# GIAC vs. Unitronic



## Giuliano1711 (Jul 15, 2005)

This will be the first car I chip so i dont know very much about either company, just wondering (based on your experiences) which one you would choose. Now i contacted a local GIAC dealer and they want 469$CAD for the chip and 69$CAD for install.. this includes the 91/93 octane only, no flashloader, no stock mode, etc. Now i also contacted unitronic and their chip is supposed to be released in two weeks from today's date, price range is set between 400-450$CAD. So both of them being more or less the same price it comes down to quality. Basically im looking for opinions from those of you who have ever purchased a GIAC or Unitronic product (reliability, gains, etc).. Not trying to bash one company vs the other, just trying to get some feedback.
Thanks


----------



## dumbassmozart (Apr 19, 2007)

*Re: GIAC vs. Unitronic (Giuliano1711)*

Well the GIAC doesn't require that the chip be removed from the car to be reprogrammed. That makes it less detectable.


----------



## the.ronin (Feb 22, 2006)

*Re: GIAC vs. Unitronic (dumbassmozart)*

[edit] I got confused with In-Motion - sincere apologies to Unitronic.

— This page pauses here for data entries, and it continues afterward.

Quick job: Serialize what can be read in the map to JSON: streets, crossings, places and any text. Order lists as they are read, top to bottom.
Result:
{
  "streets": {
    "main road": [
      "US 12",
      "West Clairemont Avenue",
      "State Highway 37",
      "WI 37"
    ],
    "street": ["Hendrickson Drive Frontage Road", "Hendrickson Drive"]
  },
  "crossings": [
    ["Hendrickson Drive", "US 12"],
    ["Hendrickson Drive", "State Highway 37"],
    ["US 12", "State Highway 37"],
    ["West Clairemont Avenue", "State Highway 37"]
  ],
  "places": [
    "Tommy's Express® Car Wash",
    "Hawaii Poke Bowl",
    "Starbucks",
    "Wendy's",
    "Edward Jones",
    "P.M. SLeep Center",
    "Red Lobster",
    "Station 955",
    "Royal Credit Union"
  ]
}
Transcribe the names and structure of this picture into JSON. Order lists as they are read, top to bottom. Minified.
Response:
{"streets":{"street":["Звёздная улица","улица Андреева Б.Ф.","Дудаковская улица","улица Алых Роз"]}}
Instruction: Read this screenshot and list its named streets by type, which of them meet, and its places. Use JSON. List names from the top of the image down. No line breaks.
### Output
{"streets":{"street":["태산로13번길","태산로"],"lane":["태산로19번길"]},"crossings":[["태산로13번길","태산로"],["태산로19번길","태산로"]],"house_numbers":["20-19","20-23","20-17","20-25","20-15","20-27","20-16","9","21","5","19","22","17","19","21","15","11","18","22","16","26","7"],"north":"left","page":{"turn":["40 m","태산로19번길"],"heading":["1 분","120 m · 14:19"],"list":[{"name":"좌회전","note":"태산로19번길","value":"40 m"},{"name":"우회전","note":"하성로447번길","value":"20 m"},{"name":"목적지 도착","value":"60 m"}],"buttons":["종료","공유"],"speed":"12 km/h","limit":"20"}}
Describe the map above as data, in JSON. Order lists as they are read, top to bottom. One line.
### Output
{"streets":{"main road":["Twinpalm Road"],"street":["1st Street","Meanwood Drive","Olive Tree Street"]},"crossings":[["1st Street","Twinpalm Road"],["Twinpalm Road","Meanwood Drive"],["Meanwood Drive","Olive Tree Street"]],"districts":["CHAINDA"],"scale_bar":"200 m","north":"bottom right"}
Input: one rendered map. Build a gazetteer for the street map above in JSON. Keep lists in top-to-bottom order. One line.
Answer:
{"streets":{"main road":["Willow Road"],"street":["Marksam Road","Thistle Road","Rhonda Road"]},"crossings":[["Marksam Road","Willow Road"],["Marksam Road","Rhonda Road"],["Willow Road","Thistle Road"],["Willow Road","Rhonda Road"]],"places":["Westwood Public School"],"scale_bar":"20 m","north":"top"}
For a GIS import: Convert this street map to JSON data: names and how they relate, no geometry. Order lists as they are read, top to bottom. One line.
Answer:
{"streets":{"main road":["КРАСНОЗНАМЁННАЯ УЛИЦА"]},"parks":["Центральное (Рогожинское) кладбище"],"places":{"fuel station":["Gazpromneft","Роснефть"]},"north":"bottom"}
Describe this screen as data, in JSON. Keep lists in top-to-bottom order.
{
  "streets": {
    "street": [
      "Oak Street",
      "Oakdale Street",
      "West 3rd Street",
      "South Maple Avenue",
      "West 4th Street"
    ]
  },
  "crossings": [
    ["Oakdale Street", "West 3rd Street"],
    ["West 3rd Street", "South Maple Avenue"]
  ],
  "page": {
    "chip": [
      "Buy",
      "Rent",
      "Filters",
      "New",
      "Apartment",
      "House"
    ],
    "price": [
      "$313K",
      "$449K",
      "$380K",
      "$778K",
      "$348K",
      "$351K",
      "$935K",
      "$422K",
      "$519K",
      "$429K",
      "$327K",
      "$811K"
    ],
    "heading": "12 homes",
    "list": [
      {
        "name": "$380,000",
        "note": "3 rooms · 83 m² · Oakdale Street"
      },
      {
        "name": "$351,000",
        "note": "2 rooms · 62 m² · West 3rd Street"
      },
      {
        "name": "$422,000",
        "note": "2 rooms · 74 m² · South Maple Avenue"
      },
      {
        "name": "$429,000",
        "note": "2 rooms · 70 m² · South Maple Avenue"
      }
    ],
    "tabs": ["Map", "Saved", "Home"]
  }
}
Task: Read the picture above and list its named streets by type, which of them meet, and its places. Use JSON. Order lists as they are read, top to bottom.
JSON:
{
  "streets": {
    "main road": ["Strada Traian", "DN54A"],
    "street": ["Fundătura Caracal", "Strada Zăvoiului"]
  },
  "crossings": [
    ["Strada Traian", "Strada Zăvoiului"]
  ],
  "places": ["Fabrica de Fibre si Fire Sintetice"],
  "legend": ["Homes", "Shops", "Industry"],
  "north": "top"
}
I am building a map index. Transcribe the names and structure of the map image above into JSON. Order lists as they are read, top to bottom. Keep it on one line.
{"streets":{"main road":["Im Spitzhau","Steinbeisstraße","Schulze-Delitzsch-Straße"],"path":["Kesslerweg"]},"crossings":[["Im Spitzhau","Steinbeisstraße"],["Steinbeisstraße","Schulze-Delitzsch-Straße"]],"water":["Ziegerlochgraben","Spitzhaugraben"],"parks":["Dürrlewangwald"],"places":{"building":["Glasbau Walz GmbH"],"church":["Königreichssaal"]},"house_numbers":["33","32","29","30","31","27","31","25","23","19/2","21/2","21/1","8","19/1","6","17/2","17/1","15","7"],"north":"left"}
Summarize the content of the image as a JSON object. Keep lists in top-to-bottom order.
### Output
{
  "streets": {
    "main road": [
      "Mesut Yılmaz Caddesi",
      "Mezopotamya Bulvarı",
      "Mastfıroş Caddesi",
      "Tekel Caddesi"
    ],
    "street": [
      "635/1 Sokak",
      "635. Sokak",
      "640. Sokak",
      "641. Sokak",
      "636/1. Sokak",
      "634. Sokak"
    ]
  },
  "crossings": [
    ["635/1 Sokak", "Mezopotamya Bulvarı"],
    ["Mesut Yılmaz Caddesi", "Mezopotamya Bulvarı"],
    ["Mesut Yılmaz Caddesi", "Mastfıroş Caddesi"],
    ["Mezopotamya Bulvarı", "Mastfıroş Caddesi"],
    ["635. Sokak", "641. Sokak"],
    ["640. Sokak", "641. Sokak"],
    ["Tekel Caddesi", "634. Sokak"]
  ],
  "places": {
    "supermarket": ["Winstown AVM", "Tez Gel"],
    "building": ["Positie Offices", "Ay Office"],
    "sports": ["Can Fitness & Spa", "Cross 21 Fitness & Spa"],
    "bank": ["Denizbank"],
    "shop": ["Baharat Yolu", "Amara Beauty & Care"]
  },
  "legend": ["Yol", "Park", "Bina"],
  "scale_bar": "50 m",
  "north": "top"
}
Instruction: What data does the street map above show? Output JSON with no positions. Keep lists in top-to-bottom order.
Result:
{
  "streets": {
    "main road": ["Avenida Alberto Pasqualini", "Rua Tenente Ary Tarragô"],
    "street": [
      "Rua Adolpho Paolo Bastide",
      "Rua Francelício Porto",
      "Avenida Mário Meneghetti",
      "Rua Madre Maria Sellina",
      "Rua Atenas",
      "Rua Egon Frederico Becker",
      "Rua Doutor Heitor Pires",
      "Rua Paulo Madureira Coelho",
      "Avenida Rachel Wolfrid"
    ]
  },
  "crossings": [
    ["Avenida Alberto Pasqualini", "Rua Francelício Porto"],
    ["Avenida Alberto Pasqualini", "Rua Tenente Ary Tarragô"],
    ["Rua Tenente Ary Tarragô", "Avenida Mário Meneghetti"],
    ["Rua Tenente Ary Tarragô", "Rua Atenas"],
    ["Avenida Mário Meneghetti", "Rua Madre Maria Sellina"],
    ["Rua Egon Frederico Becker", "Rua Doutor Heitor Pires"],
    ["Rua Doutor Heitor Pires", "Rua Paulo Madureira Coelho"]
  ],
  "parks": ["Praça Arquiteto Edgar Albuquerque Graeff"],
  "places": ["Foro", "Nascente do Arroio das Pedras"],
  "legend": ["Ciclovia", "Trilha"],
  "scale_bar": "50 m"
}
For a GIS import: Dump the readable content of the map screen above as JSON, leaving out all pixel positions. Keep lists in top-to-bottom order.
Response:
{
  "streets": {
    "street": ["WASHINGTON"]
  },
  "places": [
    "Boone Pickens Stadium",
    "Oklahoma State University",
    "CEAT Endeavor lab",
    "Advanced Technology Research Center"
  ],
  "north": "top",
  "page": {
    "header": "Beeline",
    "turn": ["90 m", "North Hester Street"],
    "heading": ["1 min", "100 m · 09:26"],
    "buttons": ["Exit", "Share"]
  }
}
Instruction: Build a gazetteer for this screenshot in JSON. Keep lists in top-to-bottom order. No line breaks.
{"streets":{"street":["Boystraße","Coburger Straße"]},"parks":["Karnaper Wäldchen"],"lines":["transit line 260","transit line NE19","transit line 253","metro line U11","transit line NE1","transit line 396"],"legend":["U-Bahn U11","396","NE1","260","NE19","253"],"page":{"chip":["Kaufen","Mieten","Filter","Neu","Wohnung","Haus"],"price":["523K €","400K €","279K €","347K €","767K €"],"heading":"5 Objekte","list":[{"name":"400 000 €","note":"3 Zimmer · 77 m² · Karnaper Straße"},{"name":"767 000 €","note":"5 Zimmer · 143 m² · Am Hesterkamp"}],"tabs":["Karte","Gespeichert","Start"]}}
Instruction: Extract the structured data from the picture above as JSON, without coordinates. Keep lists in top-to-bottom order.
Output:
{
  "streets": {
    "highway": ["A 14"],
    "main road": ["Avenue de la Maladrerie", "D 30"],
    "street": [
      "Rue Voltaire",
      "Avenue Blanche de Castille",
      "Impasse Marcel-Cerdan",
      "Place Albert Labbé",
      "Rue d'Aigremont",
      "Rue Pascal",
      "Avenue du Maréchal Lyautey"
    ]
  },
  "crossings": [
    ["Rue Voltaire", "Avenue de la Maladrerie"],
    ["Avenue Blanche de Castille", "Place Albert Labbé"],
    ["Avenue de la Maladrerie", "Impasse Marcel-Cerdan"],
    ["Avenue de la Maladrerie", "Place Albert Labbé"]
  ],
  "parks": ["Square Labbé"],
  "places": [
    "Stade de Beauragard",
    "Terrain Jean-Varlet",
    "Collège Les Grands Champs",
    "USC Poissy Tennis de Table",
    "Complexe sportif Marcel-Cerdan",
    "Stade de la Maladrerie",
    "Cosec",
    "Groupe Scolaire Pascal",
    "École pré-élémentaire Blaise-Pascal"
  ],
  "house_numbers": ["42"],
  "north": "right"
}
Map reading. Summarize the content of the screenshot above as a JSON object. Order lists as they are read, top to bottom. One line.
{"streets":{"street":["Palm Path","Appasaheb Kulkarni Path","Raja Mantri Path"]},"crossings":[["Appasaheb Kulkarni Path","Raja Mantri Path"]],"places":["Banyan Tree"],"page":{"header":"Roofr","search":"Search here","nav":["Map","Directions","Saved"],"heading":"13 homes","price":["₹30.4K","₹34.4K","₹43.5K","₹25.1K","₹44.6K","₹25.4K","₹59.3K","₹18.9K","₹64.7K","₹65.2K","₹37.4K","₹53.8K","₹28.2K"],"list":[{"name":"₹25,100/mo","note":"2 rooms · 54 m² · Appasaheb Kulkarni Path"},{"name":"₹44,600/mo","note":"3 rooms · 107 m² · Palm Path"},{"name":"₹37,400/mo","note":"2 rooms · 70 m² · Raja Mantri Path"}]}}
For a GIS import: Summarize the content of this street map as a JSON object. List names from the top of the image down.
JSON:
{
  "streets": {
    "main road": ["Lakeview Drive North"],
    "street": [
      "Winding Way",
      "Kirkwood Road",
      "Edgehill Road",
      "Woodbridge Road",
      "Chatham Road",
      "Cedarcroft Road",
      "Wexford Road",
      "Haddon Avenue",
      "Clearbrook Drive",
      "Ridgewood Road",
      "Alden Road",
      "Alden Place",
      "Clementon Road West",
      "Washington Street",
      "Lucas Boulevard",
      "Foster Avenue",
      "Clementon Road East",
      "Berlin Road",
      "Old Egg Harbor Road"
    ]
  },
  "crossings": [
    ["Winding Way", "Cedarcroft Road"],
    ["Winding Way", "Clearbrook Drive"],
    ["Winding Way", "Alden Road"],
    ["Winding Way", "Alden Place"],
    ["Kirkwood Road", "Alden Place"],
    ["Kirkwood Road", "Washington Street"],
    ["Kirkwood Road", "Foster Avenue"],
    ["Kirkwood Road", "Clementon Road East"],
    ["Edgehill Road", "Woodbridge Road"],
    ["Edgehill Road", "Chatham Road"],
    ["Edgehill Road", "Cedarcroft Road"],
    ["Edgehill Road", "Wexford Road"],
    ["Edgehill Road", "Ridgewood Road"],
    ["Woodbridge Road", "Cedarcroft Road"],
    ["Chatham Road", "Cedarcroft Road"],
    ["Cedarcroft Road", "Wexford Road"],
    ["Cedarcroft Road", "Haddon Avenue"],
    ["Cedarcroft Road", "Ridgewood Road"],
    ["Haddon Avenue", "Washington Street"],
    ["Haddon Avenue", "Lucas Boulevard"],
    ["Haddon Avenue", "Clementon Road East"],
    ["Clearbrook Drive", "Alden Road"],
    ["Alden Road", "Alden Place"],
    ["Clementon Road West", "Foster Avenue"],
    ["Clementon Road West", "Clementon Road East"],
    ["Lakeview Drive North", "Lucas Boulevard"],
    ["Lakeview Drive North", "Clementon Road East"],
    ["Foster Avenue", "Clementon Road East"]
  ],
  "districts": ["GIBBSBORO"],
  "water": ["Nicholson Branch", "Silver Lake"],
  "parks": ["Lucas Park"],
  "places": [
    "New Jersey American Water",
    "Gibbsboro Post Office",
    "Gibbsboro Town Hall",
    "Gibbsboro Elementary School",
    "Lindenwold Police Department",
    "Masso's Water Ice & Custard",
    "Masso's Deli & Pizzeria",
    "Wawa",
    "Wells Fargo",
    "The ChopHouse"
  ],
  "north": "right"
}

_Modified by the.ronin at 3:21 PM 6-14-2007_


----------



## Uberbunni (Jun 5, 2007)

*Re: GIAC vs. Unitronic (the.ronin)*


_Quote, originally posted by *the.ronin* »_Please.
Next can we compare a Ferrari to a Yugo?

This migh tsound noobish, but, which one would be the ferrari?


----------



## chewy'sjetta (Feb 1, 2004)

*Re: GIAC vs. Unitronic (the.ronin)*


_Quote, originally posted by *the.ronin* »_Please.
Next can we compare a Ferrari to a Yugo?

That comment makes no sense. GIAC is a good reliable chip and i'm sure Uni will also be as aggressive and reliable. Lets all wait and see. Mike from Uni had similargains then GIAC.
Oh and a YUGO is far more reliable then a Ferrariplus i have seen some run 12s.


----------



## the.ronin (Feb 22, 2006)

*Re: GIAC vs. Unitronic (chewy'sjetta)*

Ok I just want to make sure I am not confusing anything here ... Unitronic is that company that advertises on eBay and has you REMOVE the chip and send to them, right??
We're comparing this company to GIAC??


----------



## ~kInG~ (Jun 8, 2005)

*Re: GIAC vs. Unitronic (the.ronin)*


_Quote, originally posted by *the.ronin* »_Ok I just want to make sure I am not confusing anything here ... Unitronic is that company that advertises on eBay and has you REMOVE the chip and send to them, right??
We're comparing this company to GIAC??

no!!!!







that's inmotion tuning >>> http://cgi.ebay.com/ebaymotors...QrdZ1
unitronic is the one working with VAG's turbo bunny >>> http://www.unitronic.ca/uni/


----------



## the.ronin (Feb 22, 2006)

*Re: GIAC vs. Unitronic (~kInG~)*


_Quote, originally posted by *~kInG~* »_
no!!!!







that's inmotion tuning >>> http://cgi.ebay.com/ebaymotors...QrdZ1
unitronic is the one working with VAG's turbo bunny >>> http://www.unitronic.ca/uni/

Thanks King ... post edited.
Again, my sincere apologies to Unitronic.


----------



## Giuliano1711 (Jul 15, 2005)

Not sure if its just me but i find 600$ a little expensive for a chip (price includes installation and sales tax)


----------



## jetta2pointfive (Sep 28, 2006)

*Re: (Giuliano1711)*


_Quote, originally posted by *Giuliano1711* »_Not sure if its just me but i find 600$ a little expensive for a chip (price includes installation and sales tax)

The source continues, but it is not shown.